Was Jan popping off? No, more like bursting Carson’s bubble. Before the game was over, Jan was named the most valuable player by Prime Ticket after leading the Highlanders to a 27-14 upset, giving the Valley its only City 4-A football title of the decade.

Jan caught seven passes from quarterback Jeremy Leach for a game-high 93 yards and a touchdown. While playing defensive back, he intercepted two passes by ambidextrous Carson quarterback George Malauulu. He also set the stands ablaze with his off-field tactics--not that he was out of the game all that often.

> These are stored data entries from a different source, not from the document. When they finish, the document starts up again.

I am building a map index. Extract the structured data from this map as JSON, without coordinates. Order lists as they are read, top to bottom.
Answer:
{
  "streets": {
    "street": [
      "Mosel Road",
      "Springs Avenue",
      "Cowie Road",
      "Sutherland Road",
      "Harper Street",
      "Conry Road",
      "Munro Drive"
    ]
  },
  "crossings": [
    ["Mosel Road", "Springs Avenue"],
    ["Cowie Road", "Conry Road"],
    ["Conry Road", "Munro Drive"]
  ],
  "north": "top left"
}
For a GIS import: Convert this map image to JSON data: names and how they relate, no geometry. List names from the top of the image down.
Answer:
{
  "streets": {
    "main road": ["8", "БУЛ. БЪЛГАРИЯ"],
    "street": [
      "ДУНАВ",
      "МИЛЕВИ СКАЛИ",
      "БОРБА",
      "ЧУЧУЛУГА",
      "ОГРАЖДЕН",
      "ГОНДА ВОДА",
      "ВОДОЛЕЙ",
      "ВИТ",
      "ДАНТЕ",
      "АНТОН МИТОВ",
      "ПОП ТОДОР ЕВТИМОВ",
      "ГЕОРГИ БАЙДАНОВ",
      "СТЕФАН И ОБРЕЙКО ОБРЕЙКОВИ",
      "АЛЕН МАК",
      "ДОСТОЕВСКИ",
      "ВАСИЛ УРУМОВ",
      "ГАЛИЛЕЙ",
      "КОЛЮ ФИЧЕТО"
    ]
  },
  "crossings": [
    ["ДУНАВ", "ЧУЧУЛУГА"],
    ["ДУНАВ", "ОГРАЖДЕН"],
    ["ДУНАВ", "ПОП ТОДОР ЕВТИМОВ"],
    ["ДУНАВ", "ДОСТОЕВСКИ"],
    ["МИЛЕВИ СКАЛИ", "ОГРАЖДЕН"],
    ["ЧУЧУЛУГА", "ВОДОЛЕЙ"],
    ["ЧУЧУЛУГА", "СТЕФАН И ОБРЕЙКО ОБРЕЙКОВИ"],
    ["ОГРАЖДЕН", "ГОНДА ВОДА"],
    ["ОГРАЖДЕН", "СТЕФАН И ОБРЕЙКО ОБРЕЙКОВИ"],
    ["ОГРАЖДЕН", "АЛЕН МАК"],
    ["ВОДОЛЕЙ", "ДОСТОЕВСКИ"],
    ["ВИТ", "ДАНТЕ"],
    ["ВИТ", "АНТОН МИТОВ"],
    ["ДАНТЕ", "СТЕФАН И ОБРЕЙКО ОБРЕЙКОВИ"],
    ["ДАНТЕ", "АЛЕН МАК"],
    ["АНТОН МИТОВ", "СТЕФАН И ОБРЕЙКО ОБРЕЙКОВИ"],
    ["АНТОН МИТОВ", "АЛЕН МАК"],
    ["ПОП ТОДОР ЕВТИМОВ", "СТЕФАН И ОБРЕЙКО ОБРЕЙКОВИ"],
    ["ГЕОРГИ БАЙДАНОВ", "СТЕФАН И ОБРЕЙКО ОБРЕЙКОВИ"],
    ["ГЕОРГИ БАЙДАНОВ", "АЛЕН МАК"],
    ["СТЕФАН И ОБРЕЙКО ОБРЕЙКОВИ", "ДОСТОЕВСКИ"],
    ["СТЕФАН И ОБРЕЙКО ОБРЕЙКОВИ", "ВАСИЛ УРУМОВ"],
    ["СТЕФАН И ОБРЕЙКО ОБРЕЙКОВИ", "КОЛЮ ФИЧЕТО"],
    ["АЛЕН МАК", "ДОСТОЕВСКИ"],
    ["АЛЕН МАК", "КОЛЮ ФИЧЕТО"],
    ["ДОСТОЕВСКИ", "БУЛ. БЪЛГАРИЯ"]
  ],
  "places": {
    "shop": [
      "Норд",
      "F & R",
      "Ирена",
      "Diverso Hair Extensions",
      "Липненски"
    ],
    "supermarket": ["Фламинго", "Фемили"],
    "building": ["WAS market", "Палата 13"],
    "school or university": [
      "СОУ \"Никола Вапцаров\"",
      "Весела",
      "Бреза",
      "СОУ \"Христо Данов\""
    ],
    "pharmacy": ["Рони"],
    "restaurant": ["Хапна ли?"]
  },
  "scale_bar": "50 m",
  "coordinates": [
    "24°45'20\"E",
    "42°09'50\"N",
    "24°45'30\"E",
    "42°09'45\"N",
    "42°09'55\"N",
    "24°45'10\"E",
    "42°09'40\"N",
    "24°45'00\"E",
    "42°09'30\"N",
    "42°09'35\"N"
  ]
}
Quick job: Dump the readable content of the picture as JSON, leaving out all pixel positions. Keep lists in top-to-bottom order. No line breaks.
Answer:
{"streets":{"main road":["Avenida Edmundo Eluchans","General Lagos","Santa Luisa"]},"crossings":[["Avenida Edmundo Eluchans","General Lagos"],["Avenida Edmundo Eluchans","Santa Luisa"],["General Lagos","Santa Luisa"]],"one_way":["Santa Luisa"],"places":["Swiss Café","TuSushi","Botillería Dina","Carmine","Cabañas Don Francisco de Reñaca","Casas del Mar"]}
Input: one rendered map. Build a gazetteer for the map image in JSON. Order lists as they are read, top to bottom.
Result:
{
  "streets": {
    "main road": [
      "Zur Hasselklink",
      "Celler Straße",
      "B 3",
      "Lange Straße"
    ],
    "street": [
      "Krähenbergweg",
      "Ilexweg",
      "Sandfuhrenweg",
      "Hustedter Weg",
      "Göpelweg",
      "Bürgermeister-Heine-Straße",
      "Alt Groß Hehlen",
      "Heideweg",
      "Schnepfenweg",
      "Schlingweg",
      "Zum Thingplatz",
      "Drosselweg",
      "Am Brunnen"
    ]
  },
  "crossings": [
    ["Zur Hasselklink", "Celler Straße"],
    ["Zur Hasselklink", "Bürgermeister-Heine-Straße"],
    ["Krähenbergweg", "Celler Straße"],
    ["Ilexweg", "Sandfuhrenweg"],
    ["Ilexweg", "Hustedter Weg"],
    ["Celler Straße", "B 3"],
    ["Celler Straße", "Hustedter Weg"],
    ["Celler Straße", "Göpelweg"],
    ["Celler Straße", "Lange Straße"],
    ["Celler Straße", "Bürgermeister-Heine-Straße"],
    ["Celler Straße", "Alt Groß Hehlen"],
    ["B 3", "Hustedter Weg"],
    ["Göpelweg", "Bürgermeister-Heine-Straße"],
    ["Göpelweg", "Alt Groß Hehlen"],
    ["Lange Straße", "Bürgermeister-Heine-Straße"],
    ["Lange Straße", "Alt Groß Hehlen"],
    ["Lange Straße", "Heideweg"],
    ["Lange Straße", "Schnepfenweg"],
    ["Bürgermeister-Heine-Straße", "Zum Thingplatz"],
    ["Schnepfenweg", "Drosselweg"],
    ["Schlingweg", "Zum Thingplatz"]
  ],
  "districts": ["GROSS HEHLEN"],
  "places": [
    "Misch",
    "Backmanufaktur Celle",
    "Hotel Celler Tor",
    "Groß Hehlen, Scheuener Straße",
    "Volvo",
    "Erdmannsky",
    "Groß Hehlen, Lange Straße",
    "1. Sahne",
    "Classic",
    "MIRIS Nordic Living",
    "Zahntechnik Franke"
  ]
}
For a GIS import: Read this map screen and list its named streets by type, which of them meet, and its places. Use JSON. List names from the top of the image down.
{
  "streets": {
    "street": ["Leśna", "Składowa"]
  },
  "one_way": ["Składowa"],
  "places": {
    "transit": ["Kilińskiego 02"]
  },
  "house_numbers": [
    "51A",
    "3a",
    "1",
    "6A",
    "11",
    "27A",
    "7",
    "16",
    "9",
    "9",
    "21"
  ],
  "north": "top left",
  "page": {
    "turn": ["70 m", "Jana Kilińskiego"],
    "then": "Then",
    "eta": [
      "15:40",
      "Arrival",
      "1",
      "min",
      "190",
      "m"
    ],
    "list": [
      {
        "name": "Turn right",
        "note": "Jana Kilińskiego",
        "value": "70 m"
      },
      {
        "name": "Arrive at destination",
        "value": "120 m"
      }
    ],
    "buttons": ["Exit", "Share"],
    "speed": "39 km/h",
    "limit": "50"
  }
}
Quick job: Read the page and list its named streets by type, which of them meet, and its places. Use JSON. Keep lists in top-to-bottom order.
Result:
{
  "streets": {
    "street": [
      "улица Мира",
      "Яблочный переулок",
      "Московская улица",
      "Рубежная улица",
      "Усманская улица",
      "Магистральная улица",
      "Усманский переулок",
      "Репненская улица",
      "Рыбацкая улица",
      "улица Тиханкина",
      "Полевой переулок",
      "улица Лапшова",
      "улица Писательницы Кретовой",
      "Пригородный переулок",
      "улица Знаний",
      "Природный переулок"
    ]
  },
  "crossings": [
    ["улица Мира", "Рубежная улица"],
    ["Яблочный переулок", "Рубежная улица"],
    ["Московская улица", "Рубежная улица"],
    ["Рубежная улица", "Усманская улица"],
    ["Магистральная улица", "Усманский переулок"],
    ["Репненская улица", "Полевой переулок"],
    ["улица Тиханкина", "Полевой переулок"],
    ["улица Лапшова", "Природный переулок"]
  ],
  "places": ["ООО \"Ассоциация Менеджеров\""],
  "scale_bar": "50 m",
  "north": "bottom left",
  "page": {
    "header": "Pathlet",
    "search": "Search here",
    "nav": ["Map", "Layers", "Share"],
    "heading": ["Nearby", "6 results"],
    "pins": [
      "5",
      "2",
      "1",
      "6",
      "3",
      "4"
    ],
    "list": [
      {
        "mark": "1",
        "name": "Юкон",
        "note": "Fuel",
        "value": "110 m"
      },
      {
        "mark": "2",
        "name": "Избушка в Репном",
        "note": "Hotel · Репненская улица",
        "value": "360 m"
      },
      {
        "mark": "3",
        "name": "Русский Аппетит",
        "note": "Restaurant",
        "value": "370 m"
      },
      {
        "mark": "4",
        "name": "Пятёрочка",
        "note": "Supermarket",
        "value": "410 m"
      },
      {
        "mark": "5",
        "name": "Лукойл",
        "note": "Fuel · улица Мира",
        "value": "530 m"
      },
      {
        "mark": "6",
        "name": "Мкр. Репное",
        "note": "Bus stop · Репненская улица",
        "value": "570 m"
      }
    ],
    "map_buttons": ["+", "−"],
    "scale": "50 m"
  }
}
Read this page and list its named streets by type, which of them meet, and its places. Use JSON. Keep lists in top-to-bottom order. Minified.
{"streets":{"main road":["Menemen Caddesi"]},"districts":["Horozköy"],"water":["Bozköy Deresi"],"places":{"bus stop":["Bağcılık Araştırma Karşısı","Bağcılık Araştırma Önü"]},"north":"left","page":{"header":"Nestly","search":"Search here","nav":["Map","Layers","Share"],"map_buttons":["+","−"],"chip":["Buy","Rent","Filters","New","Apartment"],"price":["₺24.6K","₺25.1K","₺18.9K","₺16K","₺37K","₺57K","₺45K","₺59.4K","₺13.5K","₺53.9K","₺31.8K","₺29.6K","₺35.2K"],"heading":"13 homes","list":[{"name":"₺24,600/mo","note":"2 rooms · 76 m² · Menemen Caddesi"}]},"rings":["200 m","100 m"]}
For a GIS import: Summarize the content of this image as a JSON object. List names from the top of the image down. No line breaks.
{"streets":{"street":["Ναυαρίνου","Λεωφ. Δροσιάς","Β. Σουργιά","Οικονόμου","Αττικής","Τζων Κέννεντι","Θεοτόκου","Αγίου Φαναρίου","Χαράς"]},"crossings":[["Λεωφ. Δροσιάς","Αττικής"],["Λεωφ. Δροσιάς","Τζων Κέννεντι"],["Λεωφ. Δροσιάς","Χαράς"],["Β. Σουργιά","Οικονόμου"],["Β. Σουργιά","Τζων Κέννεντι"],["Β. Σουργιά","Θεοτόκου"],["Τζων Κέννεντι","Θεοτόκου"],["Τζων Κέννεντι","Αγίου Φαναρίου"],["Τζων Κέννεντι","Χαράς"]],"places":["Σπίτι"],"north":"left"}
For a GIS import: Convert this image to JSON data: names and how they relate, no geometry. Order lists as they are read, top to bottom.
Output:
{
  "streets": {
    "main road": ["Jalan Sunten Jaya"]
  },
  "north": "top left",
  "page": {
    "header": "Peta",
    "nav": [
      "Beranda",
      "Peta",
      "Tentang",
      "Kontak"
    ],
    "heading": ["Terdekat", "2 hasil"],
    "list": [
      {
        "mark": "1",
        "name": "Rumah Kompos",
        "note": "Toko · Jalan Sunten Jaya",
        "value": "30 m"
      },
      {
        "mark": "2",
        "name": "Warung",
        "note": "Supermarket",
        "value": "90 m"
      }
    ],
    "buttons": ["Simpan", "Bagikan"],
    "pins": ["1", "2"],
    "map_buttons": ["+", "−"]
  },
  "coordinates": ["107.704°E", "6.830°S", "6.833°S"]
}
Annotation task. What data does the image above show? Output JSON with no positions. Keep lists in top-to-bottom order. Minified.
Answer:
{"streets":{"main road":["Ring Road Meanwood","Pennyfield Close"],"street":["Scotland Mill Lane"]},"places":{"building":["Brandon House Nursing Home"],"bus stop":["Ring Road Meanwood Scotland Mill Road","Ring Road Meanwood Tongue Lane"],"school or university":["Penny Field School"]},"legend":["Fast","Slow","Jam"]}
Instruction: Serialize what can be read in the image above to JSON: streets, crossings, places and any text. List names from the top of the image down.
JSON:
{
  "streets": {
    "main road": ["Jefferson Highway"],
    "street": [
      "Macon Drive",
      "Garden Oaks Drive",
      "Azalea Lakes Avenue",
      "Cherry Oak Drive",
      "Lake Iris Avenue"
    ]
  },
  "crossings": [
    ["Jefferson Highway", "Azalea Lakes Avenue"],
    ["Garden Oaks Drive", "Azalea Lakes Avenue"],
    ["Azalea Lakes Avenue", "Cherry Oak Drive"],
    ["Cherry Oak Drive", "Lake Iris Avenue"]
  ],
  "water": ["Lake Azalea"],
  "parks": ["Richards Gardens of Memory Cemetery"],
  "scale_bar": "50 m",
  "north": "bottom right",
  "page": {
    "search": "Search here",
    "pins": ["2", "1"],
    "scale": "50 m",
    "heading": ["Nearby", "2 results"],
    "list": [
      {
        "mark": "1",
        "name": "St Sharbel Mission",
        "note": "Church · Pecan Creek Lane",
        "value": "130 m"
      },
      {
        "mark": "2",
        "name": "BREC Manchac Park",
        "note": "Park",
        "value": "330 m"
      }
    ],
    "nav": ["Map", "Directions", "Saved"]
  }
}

While on the sidelines, Jan ran up the tartan track that encircles the field, waving his arms to fire up the fans. “He was definitely into it,” said Leach, now a starter at New Mexico who played the championship game in a pair of borrowed high-top shoes. “He went nuts.”

He drove Malauulu nuts too. Jan, who finished the season with 65 receptions for 950 yards and 15 touchdowns, intercepted a Malauulu pass to end a drive in the third quarter and another with 6:44 to play. Maybe Jan was practicing for his collegiate career: Jan and Malauulu are now teammates at Arizona. Of course, now Malauulu intends for Jan to catch the ball.

How big was the upset? Well, the Highlanders--who finished 9-3 after a 2-3 start--were a team that even a mother couldn’t love.

“I overheard my mom say before the game that she wouldn’t bet on us,” Leach said.

Improbable. Unlikely. Unpredictable.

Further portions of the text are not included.